Premier Coaches Northwest is a small fleet consisting of two Krystal minibuses and a Temsa TS 35 motorcoach. Burnett and his wife, Cindy, started the company five years ago, and each of them are still primary chauffeurs, with two other part-time drivers. In fact, John Burnett was the driver on the eighth graders’ trip to Spokane.
Aside from the corporate work, weddings, and international tour groups, Burnett really values the private school business because of the well-behaved kids. “My wife used to be a school bus driver for 18 years, and she laid down the law, and a lot of times she felt like she
didn’t get support because the district and the school officials were afraid of the students,” he recalls. “When you get into private school they are paying to be there, and their parents are not going to put up with a lot of garbage.”

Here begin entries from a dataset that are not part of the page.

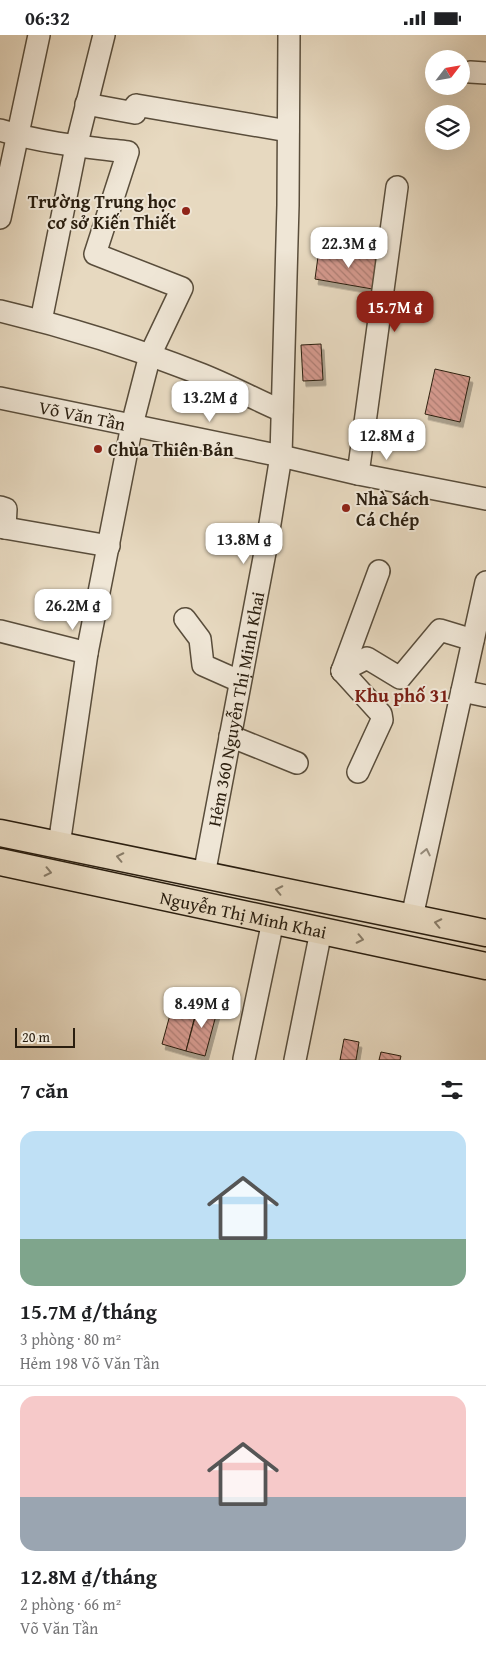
<!DOCTYPE html>
<html lang="vi">
<meta charset="utf-8">
<style>
:root{--surface:#fff;--page:#f6f6f6;--text:#202124;--muted:#757577;--line:#e0e0e0;--accent:#8f2418}
body{margin:0;font-family:"Gentium Book Plus",serif;background:var(--page);color:var(--text);height:100vh;display:flex;flex-direction:column;font-size:19px;white-space:nowrap}
*{box-sizing:border-box;margin:0}
p{font-size:16px;color:var(--muted)}
.icon{flex:none;width:28px;height:28px;fill:none;stroke:currentColor;stroke-width:2;stroke-linecap:round;stroke-linejoin:round}
.map{position:relative;height:1025px;overflow:hidden}
.drawer{display:flex;flex-direction:column;background:var(--surface);flex:1}
.drawer>*{flex:none}
.needle{width:32px;rotate:59deg}
.controls{position:absolute;left:425px;top:15px;display:grid;gap:10px}
.controls a{display:grid;place-items:center;width:45px;height:45px;border-radius:50%;background:var(--surface);box-shadow:0 5px 20px #0002;font-size:25px}
.scale{position:absolute;left:15px;bottom:12px;width:60px;box-sizing:border-box;padding-left:5px;border:2px solid #2a1e0f;border-top:0;font-size:14px;line-height:18px;white-space:nowrap;color:#2a1e0f;-webkit-text-stroke:4px #efe6d6;paint-order:stroke}
.price{position:absolute;translate:-50% -42px;padding:0 11px;border-radius:10px;background:#fff;color:#222;font-size:16px;line-height:32px;filter:drop-shadow(0 1px 2px #0008)}
.price::after{content:'';position:absolute;left:50%;top:30px;width:15px;height:11px;margin-left:-8px;background:inherit;clip-path:polygon(0 0,100% 0,50% 100%)}
.price.on{background:var(--accent);color:#fff}
ul{padding:0;list-style:none}
li{display:grid;align-content:center;gap:10px;height:265px;padding:0 20px}
li+li{border-top:1px solid var(--line)}
li span{display:grid;place-items:center;height:155px;border-radius:15px;color:#555}
li>.icon{margin-inline-start:auto}
span .icon{width:90px;height:90px;fill:#fffc;stroke-width:1}
li b{font-size:21px}
h2{display:flex;justify-content:space-between;align-items:center;height:60px;padding:0 20px;font-size:21px}
.status{display:flex;justify-content:space-between;align-items:center;height:35px;padding:0 25px;background:var(--surface);direction:ltr}
.status svg{height:14px;fill:currentColor}
.map>svg:first-child{display:block}
</style>
<div class="status"><b>06:32</b><svg viewBox="0 0 49 12"><path d="M0 12V9h3v3zM5 12V6h3v6zM10 12V3h3v9zM15 12V0h3v12zM26 1h20v11H26zM47 4h2v5h-2z"/></svg></div>
<div class="map">
<svg width="486" height="1025" viewBox="0 0 486 1025">
<defs>
<pattern id="building-back-hatch" width="6" height="6" patternUnits="userSpaceOnUse" patternTransform="scale(1.25)"><rect width="6" height="6" fill="#d59a8f"/><path d="M-1 5l2 2M0 0l6 6M5-1l2 2" fill="none" stroke="#ad7d73"/></pattern>
<filter id="shadow"><feDropShadow dx="3" dy="5.5" stdDeviation="0" flood-color="#0004"/></filter>
</defs>
<rect width="100%" height="100%" fill="#e7d9c0"/>
<filter id="stains"><feTurbulence type="fractalNoise" baseFrequency=".004" numOctaves="4"/><feColorMatrix values="0 0 0 0 .2 0 0 0 0 .09 0 0 0 0 .02 0 0 0 .5 -.17"/></filter>
<radialGradient id="worn" r=".72"><stop offset=".6" stop-color="#630" stop-opacity="0"/><stop offset="1" stop-color="#630" stop-opacity=".3"/></radialGradient>
<!-- building -->
<g fill="url(#building-back-hatch)" stroke="#2a1e0f" filter="url(#shadow)">
<polygon points="319,214 383,225 378,255 315,244"/>
<polygon points="321,309 323,345 303,346 301,310"/>
<polygon points="435,334 470,342 460,387 425,379"/>
<polygon points="176,958 199,965 186,1016 162,1009"/>
<polygon points="199,968 218,973 205,1021 186,1016"/>
<polygon points="344,1004 359,1007 356,1025 340,1025"/>
<polygon points="381,1017 401,1021 400,1025 379,1025"/>
</g>
<g fill="none" stroke-linecap="round" stroke-linejoin="round">
<!-- minor casing -->
<g stroke="#594d3b" stroke-width="24">
<g id="minor">
<polyline points="470,37 486,38"/>
<polyline points="86,69 135,78 136,70 288,96"/>
<path d="M0 95C42 108 85 112 128 117L95 219 182 253 150 320 132 390 87 618 59 810"/>
<polyline points="0,183 39,0"/>
<path d="M0 276C67 292 134 313 198 338 227 349 254 364 282 376"/>
<polyline points="41,286 76,112 104,0"/>
<path id="s1" d="M0 363 281 421 358 439 486 464"/>
<polyline points="358,439 397,152"/>
<polyline points="0,472 6,474 5,493"/>
<polyline points="0,492 109,511"/>
<polyline points="185,584 200,604 203,630 239,646"/>
<polyline points="0,596 87,618"/>
<polyline points="342,636 367,623 400,643 440,595 473,605"/>
<polyline points="342,636 381,679 382,685 358,737"/>
<polyline points="342,636 379,536"/>
<polyline points="462,656 486,661"/>
<polyline points="230,701 297,728"/>
<path id="s2" d="M204 840 267 507 281 421 288 170 289 0"/>
<polyline points="412,882 486,547"/>
<polyline points="244,1024 273,886"/>
<polyline points="295,1025 321,896"/>
</g>
</g>
<!-- major casing -->
<g stroke="#2a1e0f" stroke-width="29">
<g id="major">
<polyline points="0,798 486,898"/>
<path id="s3" d="M0 827 486 931"/>
</g>
</g>
<!-- minor -->
<use href="#minor" stroke="#efe6d6" stroke-width="21"/>
<!-- major -->
<use href="#major" stroke="#e7d9c0" stroke-width="26"/>
</g>
<!-- one-way arrows -->
<defs><path id="oneway-chevron" d="M-2-3.5L2.5 0L-2 3.5" fill="none" stroke-width="1.6" stroke-linecap="round" stroke-linejoin="round" transform="scale(1.25)"/></defs>
<use stroke="#968c7c" href="#oneway-chevron" transform="translate(426 817) rotate(-78)"/>
<g stroke="#887c68">
<use href="#oneway-chevron" transform="translate(120 822) rotate(-168)"/>
<use href="#oneway-chevron" transform="translate(48 837) rotate(12)"/>
<use href="#oneway-chevron" transform="translate(279 855) rotate(-168)"/>
<use href="#oneway-chevron" transform="translate(438 888) rotate(-168)"/>
<use href="#oneway-chevron" transform="translate(360 904) rotate(12)"/>
</g>
<!-- markers -->
<g fill="#8f2418" stroke="#efe6d6" stroke-width="2">
<circle cx="186" cy="176" r="5"/>
<circle cx="98" cy="414" r="5"/>
<circle cx="346" cy="473" r="5"/>
</g>
<g text-anchor="middle" dominant-baseline="central" stroke-width="4" stroke-linejoin="round" paint-order="stroke">
<!-- poi labels -->
<g font-size="18" font-weight="bold" fill="#2a1e0f" stroke="#efe6d6" text-anchor="start">
<text x="176" y="166" text-anchor="end">Trường Trung học<tspan x="176" dy="21">cơ sở Kiến Thiết</tspan></text>
<text x="108" y="414">Chùa Thiên Bản</text>
<text x="356" y="463">Nhà Sách<tspan x="356" dy="21">Cá Chép</tspan></text>
</g>
<!-- street labels -->
<g font-size="18" fill="#2a1e0f" stroke="#efe6d6">
<text stroke="none"><textPath href="#s1" startOffset="84">Võ Văn Tần</textPath></text>
<text stroke="none"><textPath href="#s2" startOffset="169">Hẻm 360 Nguyễn Thị Minh Khai</textPath></text>
<text stroke="none"><textPath href="#s3" startOffset="249">Nguyễn Thị Minh Khai</textPath></text>
</g>
<!-- neighbourhood labels -->
<g font-size="19" font-weight="bold" fill="#7a1f14" stroke="#efe6d6">
<text x="402" y="660">Khu phố 31</text>
</g>
</g>
<rect width="100%" height="100%" filter="url(#stains)"/>
<rect width="100%" height="100%" fill="url(#worn)"/>
</svg>
<div class="controls">
<a><svg class="needle" viewBox="-14 -14 28 28"><path d="M0-13l5 13h-10z" fill="#e53935"/><path d="M0 13l5-13h-10z" fill="#757577"/></svg></a>
<a><svg class="icon" aria-label="layers" viewBox="0 0 24 24"><path d="M12 4l9 5-9 5-9-5zM3 14l9 5 9-5"/></svg></a>
</div>
<div class="scale">20 m</div>
<b class="price" style="left:349px;top:234px">22.3M ₫</b>
<b class="price on" style="left:395px;top:298px">15.7M ₫</b>
<b class="price" style="left:210px;top:388px">13.2M ₫</b>
<b class="price" style="left:387px;top:426px">12.8M ₫</b>
<b class="price" style="left:244px;top:530px">13.8M ₫</b>
<b class="price" style="left:73px;top:596px">26.2M ₫</b>
<b class="price" style="left:202px;top:994px">8.49M ₫</b>
</div>
<section class="drawer">
<h2>7 căn<svg class="icon" aria-label="filters" viewBox="0 0 24 24"><path d="M4 7h16M4 17h16"/><circle cx="9" cy="7" r="2"/><circle cx="15" cy="17" r="2"/></svg></h2>
<ul>
<li><span style="background:linear-gradient(#bfe0f5 70%,#7fa58c 0)"><svg class="icon" aria-label="home" viewBox="0 0 24 24"><path d="M3 11l9-7 9 7M6 9v11h12V9"/></svg></span><div><b>15.7M ₫/tháng</b><p>3 phòng · 80 m²</p><p>Hẻm 198 Võ Văn Tần</p></div></li>
<li><span style="background:linear-gradient(#f6c9c9 65%,#9aa5b1 0)"><svg class="icon" aria-label="home" viewBox="0 0 24 24"><path d="M3 11l9-7 9 7M6 9v11h12V9"/></svg></span><div><b>12.8M ₫/tháng</b><p>2 phòng · 66 m²</p><p>Võ Văn Tần</p></div></li>
</ul>
</section>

Another avenue Burnett is exploring is the fact that with some recent changes to the California Air Resources Board, charter bus companies that run older vehicles are not able to travel to the state since they do not meet emission standards. Burnett’s oldest vehicle is a 2010, which is compliant with the stricter emission regulations. He knows of some local schools that make such out-of-state trips, so he sees an opportunity for his boutique fleet to flourish.
Building From One
When Gary Day of American Limousine first started his company in 1990 with a Lincoln Town Car six-passenger s
tretch limousine, he could hardly imagine the day when he’d have a fleet consisting of full-size motorcoaches and school buses serving an active roster of private schools.
Today, with a full limo, bus and motorcoach fleet that includes even a trolley, Day has established his company in the Baltimore area for high-quality transportation, including a market in private schools. “As of the last calendar year, we have about 15 schools we service,” Day says. “We don’t do things for every one of them every day; some of them use us just for field trips while others do use us every day.”
The school niche has become a substantial percentage of American Limousine’s revenue. And as with Premier Coaches Northwest, private schools are the primary target.
“We don’t do any public schools,” Day says. “The reason is private schools have a more lucrative income. When you bid out for public schools, it’s always the cheapest price. It’s cheap, cheap, cheap. And we want to be able to pay our drivers a good wage and provide brand new equipment and things like that.”
Many Different Routes
American Limousine meets a variety of transportation needs for the private schools. Some have morning and afternoon transportation for the kids, while others charter for after school events like sports and field trips. Day explains: “For a lot of private schools, let’s say there are 25 kids who are 25 miles away from the school. Well, the parents will pay so they don’t have to drive them every day, and the school will chip in, too. A lot of schools market this to help get kids who live far away, by offering transportation to keep up enrollment.”
Day, who enjoys the challenge of planning such logistics, says, “The first day or two, everything becomes chaos because it’s a whole
new route and everyone is trying to get their timeline down. But after a couple days, it’s a piece of cake.”
Day opts not to run traditional yellow school buses, painting them white when he buys them. Billed as activity busses, the vehicles do not fall under many of the regulatory sanctions that city regulated buses adhere to for public schools. The white color also gives Day flexibility to use the buses for weddings and events.
With his business going well, Day reaffirms how word gets around in the private school community. If a job is well done, referral business likely follows. “It’s all about who you know,” Day says. “And once your name is out there, most all [of the new business] will come from word of mouth. Once one principal speaks highly of you, it goes around.”